START Dataset records

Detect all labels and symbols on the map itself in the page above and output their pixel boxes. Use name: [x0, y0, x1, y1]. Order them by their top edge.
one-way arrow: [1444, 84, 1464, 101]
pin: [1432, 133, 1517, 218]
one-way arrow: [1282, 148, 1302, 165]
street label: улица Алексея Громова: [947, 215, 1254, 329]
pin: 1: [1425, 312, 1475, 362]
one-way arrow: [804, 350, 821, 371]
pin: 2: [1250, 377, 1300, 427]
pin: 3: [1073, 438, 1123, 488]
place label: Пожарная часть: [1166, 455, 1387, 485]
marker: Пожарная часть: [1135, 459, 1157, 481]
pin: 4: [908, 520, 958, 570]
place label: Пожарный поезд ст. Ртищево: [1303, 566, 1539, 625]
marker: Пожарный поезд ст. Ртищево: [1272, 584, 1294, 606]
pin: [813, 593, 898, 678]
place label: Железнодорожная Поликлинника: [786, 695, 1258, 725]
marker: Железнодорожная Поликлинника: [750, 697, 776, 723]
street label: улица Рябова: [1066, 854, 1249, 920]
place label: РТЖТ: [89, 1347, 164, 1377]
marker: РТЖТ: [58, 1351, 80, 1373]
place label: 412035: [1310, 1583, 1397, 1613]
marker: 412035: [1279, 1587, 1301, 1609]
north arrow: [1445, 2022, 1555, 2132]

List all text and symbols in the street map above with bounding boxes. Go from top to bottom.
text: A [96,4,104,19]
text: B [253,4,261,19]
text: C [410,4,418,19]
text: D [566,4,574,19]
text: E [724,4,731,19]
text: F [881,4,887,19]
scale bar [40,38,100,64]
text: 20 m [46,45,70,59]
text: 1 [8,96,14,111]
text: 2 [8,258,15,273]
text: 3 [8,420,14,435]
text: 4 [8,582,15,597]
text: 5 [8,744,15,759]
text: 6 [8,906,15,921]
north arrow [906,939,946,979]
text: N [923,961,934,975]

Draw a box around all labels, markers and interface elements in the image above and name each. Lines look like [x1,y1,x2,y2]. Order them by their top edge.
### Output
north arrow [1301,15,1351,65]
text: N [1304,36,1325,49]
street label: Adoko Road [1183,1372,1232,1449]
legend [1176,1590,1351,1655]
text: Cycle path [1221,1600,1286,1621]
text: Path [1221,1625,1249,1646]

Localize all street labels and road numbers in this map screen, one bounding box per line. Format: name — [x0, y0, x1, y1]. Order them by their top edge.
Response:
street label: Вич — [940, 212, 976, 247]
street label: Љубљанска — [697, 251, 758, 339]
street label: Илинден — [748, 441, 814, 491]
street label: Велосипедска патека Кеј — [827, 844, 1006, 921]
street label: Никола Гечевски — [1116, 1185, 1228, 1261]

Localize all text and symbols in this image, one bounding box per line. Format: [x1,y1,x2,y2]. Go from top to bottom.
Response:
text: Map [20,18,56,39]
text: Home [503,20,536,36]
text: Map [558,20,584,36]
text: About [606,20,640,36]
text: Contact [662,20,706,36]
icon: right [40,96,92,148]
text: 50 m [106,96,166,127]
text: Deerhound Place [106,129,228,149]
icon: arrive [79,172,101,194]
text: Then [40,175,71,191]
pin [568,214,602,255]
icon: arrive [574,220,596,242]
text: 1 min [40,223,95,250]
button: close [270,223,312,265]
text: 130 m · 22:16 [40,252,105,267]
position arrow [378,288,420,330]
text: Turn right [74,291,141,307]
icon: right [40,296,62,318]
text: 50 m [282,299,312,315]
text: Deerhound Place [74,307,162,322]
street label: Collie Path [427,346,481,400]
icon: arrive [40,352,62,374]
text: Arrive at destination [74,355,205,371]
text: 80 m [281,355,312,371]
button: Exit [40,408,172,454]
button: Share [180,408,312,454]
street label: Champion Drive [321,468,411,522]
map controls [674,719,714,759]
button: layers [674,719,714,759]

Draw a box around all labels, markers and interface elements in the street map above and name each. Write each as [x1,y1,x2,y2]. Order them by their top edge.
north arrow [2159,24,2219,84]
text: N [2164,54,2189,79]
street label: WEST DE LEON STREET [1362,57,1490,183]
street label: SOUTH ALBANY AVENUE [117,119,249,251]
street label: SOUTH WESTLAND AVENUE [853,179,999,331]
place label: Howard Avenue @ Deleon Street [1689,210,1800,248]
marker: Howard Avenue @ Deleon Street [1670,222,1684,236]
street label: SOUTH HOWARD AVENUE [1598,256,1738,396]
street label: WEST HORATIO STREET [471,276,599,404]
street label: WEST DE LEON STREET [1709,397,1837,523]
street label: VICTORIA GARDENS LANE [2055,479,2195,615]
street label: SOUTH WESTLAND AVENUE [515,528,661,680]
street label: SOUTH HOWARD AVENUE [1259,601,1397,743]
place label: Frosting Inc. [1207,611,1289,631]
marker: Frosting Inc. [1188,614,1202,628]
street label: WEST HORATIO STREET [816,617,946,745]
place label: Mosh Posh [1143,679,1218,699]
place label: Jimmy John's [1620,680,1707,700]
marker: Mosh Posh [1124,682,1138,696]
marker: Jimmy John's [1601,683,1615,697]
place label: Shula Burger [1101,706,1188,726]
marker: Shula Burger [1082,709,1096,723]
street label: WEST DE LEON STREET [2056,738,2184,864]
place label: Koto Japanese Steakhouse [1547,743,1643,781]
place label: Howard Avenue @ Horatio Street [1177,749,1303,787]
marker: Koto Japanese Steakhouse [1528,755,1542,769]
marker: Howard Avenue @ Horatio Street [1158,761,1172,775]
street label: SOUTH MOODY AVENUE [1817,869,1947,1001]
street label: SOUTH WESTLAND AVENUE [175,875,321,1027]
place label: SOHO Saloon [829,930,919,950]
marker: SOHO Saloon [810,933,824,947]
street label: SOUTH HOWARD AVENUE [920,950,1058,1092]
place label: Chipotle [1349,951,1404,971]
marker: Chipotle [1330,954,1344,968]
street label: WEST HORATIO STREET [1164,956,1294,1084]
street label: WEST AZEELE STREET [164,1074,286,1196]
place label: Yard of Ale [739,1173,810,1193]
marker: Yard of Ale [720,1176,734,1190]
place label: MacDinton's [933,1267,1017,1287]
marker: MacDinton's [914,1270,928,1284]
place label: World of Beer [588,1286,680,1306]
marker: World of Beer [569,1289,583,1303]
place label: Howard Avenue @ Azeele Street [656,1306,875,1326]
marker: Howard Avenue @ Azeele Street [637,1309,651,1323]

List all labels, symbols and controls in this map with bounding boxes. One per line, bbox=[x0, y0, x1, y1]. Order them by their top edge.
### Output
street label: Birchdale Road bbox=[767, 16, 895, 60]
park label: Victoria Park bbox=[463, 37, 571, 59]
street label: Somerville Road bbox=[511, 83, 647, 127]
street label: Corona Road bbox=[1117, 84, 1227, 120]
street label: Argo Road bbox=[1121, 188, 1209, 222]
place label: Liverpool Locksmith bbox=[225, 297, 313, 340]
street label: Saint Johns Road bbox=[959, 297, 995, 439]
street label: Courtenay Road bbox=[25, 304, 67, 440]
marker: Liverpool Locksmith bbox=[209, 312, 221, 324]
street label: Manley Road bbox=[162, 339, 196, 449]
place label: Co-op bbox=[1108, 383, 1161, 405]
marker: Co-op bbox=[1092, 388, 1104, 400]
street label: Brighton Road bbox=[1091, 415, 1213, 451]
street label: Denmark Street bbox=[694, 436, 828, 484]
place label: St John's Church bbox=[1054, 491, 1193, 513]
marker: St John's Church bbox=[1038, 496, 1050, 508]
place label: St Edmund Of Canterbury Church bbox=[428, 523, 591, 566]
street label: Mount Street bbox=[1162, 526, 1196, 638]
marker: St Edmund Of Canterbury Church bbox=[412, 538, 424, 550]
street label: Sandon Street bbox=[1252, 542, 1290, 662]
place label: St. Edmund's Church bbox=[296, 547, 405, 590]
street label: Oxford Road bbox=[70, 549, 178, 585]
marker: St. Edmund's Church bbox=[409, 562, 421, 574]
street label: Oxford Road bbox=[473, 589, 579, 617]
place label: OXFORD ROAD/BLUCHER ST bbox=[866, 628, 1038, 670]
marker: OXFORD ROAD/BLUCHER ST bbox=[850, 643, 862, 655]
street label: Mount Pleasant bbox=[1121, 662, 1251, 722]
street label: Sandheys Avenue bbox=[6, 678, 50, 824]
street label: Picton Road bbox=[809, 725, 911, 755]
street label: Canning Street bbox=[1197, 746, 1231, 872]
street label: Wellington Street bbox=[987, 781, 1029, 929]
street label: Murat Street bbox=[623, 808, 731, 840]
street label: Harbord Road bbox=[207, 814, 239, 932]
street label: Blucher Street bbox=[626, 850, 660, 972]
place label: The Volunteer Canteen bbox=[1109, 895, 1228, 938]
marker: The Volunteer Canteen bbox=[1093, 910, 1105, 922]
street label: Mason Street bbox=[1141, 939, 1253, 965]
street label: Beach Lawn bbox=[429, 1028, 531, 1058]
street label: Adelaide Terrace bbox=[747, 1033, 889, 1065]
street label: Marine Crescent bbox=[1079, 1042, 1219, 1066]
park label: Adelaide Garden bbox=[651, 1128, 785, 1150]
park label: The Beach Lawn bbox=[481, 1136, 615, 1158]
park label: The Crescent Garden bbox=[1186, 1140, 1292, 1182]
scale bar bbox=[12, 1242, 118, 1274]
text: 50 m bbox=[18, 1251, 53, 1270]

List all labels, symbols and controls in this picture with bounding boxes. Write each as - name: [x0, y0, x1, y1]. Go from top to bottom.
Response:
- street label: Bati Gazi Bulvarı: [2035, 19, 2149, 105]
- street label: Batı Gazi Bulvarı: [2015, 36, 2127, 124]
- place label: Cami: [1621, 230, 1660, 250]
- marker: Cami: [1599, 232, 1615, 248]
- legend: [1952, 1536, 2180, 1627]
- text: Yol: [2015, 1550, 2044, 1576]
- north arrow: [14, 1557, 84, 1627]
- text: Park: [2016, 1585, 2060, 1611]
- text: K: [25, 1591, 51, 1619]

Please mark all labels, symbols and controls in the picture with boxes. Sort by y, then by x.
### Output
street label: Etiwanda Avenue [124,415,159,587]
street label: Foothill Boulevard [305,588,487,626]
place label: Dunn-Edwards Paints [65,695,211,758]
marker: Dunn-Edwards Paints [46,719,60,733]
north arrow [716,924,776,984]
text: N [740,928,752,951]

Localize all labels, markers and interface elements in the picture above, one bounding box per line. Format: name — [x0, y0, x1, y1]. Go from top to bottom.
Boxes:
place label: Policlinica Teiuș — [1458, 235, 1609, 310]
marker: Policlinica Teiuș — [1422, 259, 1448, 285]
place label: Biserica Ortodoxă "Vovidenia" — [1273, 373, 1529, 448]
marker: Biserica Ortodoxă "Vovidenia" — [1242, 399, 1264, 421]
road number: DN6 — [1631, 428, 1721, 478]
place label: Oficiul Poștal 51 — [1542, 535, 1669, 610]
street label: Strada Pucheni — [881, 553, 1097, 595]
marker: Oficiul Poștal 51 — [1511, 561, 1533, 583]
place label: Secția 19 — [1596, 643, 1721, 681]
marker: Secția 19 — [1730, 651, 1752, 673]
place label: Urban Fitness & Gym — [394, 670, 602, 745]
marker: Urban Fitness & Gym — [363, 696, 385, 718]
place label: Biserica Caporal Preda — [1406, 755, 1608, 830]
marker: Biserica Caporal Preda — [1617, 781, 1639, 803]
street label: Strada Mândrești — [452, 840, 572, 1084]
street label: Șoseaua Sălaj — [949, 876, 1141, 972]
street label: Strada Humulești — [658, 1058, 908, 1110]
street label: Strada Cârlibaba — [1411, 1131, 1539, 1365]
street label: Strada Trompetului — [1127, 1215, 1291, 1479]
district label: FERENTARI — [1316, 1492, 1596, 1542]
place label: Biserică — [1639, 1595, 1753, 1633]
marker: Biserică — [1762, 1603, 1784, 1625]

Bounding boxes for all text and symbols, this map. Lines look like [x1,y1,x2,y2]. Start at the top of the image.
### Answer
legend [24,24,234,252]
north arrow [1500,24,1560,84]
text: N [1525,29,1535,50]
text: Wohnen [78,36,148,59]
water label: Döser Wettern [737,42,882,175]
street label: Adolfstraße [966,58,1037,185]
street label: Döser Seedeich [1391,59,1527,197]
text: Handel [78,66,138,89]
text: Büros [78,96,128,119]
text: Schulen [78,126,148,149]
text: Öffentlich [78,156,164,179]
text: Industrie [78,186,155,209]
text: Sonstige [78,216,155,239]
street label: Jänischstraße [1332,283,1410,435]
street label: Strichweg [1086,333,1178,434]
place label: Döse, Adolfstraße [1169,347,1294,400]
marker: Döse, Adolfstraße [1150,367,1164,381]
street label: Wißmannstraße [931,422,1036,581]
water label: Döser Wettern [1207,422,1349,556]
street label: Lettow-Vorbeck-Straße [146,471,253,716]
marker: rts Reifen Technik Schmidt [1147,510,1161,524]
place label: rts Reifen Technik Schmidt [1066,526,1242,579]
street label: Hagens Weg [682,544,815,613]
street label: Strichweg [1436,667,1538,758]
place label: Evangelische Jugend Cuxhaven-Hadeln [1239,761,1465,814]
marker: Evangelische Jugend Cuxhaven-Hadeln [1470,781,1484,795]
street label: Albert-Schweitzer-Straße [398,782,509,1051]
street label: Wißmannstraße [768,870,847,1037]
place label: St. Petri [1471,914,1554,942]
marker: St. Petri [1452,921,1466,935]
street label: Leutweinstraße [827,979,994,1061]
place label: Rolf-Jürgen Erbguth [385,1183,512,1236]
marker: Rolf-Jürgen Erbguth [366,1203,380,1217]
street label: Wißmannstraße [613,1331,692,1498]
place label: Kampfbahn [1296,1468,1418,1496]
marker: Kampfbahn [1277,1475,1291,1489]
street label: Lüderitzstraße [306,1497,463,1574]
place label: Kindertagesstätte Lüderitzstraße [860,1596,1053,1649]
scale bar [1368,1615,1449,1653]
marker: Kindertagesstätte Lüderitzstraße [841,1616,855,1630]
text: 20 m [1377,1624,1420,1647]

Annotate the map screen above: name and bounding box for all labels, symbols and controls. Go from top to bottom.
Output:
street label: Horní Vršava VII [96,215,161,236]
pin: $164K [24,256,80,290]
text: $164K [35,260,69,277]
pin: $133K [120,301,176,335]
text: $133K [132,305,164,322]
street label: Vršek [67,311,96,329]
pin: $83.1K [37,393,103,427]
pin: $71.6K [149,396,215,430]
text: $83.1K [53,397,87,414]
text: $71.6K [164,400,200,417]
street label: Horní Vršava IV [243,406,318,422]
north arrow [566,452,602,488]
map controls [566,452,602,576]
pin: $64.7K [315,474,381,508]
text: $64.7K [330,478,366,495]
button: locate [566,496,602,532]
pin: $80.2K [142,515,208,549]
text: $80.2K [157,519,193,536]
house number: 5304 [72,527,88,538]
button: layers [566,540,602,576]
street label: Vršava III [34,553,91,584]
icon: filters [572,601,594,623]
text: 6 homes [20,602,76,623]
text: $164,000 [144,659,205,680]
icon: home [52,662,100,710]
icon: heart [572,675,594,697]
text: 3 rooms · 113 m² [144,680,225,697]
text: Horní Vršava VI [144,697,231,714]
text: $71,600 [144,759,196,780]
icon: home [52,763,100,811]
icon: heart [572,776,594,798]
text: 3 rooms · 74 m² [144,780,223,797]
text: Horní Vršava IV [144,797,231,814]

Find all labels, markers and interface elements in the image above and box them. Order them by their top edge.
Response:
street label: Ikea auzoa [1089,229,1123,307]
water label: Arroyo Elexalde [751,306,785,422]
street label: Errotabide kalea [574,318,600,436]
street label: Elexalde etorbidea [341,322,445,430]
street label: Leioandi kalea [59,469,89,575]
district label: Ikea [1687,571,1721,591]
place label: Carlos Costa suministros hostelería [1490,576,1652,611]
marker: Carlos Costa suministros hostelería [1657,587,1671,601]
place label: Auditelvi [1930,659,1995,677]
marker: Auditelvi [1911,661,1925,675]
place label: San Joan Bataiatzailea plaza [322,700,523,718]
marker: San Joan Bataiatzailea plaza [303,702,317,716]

END Dataset records

Take exactly the lines from the one containing "like [x1,y1,x2,y2]. Order them by their top edge." through the one containing "Localize all text" in the data above, and output them with nothing added.

Draw a box around all labels, markers and interface elements in the image above and name each. Lines look like [x1,y1,x2,y2]. Order them by their top edge.
### Output
north arrow [1301,15,1351,65]
text: N [1304,36,1325,49]
street label: Adoko Road [1183,1372,1232,1449]
legend [1176,1590,1351,1655]
text: Cycle path [1221,1600,1286,1621]
text: Path [1221,1625,1249,1646]

Localize all street labels and road numbers in this map screen, one bounding box per line. Format: name — [x0, y0, x1, y1]. Order them by their top edge.
Response:
street label: Вич — [940, 212, 976, 247]
street label: Љубљанска — [697, 251, 758, 339]
street label: Илинден — [748, 441, 814, 491]
street label: Велосипедска патека Кеј — [827, 844, 1006, 921]
street label: Никола Гечевски — [1116, 1185, 1228, 1261]

Localize all text and symbols in this image, one bounding box per line. Format: [x1,y1,x2,y2]. Go from top to bottom.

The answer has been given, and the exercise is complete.